__Exercise brief__
Return the entries below verbatim. Pictures stay out.

__Records provided__
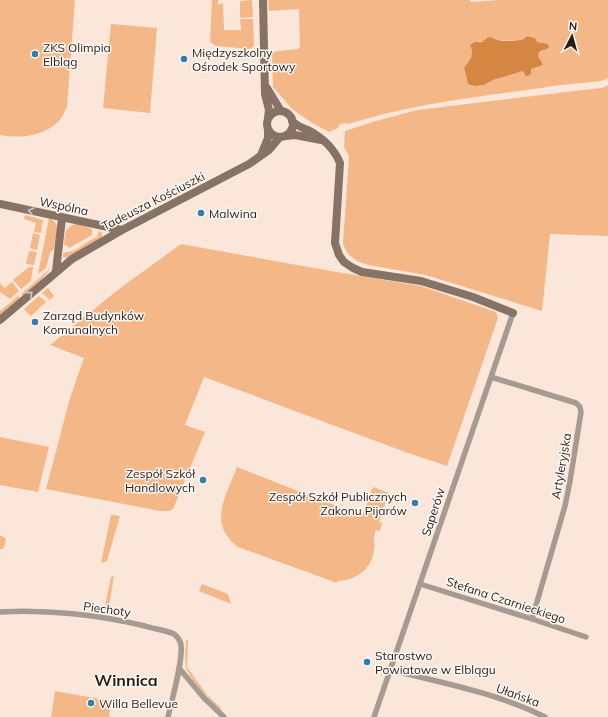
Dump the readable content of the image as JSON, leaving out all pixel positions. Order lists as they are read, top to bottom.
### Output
{
  "streets": {
    "street": [
      "Tadeusza Kościuszki",
      "Wspólna",
      "Artyleryjska",
      "Saperów",
      "Stefana Czarnieckiego",
      "Piechoty",
      "Ułańska"
    ]
  },
  "crossings": [
    ["Tadeusza Kościuszki", "Wspólna"],
    ["Artyleryjska", "Saperów"],
    ["Artyleryjska", "Stefana Czarnieckiego"],
    ["Saperów", "Stefana Czarnieckiego"],
    ["Saperów", "Ułańska"]
  ],
  "one_way": ["Wspólna"],
  "districts": ["Winnica"],
  "places": [
    "ZKS Olimpia Elbląg",
    "Międzyszkolny Ośrodek Sportowy",
    "Malwina",
    "Zarząd Budynków Komunalnych",
    "Zespół Szkół Handlowych",
    "Zespół Szkół Publicznych Zakonu Pijarów",
    "Starostwo Powiatowe w Elblągu",
    "Willa Bellevue"
  ],
  "north": "top"
}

__Result of the task__
Dump the readable content of the image as JSON, leaving out all pixel positions. Order lists as they are read, top to bottom.
### Output
{
  "streets": {
    "street": [
      "Tadeusza Kościuszki",
      "Wspólna",
      "Artyleryjska",
      "Saperów",
      "Stefana Czarnieckiego",
      "Piechoty",
      "Ułańska"
    ]
  },
  "crossings": [
    ["Tadeusza Kościuszki", "Wspólna"],
    ["Artyleryjska", "Saperów"],
    ["Artyleryjska", "Stefana Czarnieckiego"],
    ["Saperów", "Stefana Czarnieckiego"],
    ["Saperów", "Ułańska"]
  ],
  "one_way": ["Wspólna"],
  "districts": ["Winnica"],
  "places": [
    "ZKS Olimpia Elbląg",
    "Międzyszkolny Ośrodek Sportowy",
    "Malwina",
    "Zarząd Budynków Komunalnych",
    "Zespół Szkół Handlowych",
    "Zespół Szkół Publicznych Zakonu Pijarów",
    "Starostwo Powiatowe w Elblągu",
    "Willa Bellevue"
  ],
  "north": "top"
}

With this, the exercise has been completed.